Management defends murky circumstances of underage shareholders
Bank of Beijing claims that it has done nothing wrong in having dozens of shareholders under the age of 18 - including a 10-year-old - on its investor registry.
Of the 84 underage shareholders, 67 people acquired the stock when the bank was created following the merger of co-operative credit unions in 1996, while another 15 (including one from the previous restructuring) invested during a capital injection in 2004, according to a public notice from the bank. The other three people received their shares from family inheritance or bestowal.
'Under the relevant laws, regulations or other directives, there is no ban or restriction for people below the age of 18 holding shares,' the bank said earlier this month.

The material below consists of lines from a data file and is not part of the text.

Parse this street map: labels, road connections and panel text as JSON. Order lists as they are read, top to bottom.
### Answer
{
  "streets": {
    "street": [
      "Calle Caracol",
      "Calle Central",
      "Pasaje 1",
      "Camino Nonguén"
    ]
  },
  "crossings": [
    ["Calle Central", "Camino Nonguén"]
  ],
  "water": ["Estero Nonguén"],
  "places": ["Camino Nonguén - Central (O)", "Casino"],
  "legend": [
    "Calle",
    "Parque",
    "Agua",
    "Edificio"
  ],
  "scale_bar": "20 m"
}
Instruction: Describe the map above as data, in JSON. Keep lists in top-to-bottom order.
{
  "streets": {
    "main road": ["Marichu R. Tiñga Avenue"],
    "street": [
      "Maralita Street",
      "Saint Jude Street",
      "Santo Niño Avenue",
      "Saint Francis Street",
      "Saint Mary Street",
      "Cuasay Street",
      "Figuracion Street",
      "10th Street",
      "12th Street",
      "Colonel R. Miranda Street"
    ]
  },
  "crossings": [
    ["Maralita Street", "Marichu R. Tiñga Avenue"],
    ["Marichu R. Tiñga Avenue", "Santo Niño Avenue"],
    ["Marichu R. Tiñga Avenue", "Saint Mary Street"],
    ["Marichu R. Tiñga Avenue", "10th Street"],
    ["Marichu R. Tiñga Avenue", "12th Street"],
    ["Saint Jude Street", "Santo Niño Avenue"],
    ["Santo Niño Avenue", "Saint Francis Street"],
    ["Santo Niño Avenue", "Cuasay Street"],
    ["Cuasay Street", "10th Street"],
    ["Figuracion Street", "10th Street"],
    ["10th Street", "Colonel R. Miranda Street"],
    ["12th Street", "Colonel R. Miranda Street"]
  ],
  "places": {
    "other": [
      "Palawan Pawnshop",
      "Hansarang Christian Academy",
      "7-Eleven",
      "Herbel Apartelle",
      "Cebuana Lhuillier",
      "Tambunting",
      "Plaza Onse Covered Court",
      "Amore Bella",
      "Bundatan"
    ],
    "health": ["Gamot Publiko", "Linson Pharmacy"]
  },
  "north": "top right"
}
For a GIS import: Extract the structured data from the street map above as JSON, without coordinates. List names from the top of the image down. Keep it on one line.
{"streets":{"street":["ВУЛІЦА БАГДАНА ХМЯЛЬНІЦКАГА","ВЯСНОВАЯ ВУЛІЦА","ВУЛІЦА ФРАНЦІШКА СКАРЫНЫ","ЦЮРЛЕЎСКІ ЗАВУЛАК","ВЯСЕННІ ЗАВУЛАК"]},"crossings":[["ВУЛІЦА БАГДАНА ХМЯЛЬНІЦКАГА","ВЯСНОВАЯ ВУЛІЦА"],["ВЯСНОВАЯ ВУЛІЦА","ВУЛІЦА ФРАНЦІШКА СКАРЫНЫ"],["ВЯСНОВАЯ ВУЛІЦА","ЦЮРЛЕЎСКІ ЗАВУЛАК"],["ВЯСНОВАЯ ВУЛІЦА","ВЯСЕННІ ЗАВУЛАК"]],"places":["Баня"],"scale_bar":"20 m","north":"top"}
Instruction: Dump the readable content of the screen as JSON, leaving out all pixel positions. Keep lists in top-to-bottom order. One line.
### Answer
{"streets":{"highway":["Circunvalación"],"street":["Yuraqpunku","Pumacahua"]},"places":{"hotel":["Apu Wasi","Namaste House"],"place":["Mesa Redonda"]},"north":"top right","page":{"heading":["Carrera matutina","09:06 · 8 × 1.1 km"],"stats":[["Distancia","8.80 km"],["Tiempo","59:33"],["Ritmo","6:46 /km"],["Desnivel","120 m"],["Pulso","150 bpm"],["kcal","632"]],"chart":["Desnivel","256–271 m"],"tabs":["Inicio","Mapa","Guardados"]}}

But with strict limits imposed on individuals investing in financial institutions, the notice did not explain how the children were qualified to obtain the shares in the first place.
A People's Bank of China regulation stipulates that new shareholders from capital injections and the beneficiaries of shares transfers involving city commercial banks should be restricted to staff members.
The bank conceded some people had bought shares during the capital injection using the name of their children to save the trouble of later bestowing the shares on their offspring.
One parent of an underage shareholder told the Southern Metropolis she bought the shares as a future investment for her child, without expecting the bank to go public. 'The idea was simple. [I] just wanted to invest for the future of my child,' the mother said.
Among other shareholders listed by the bank's prospectus, both Wang Shoudie (shareholder number 245) and Wang Yehua (number 246) hold 201,512 shares each. The consecutive numbers indicate they are shareholders from the same credit union involved in the restructuring to create Bank of Beijing.
According to the identity card numbers in the prospectus, Wang Yehua was born on January 24, 1995, only a month after the bank's restructuring began.
There is evidence that a Wang Shoudie was deputy director of Gucheng credit union during the 1995 restructuring programme. Attempts to contact Mr Wang were not successful and it has not been confirmed he is related to Wang Yehua.
But given that the rules disallow new shareholders after restructuring begins, it is hard to understand how Wang Yehua could be qualified to invest and own shares.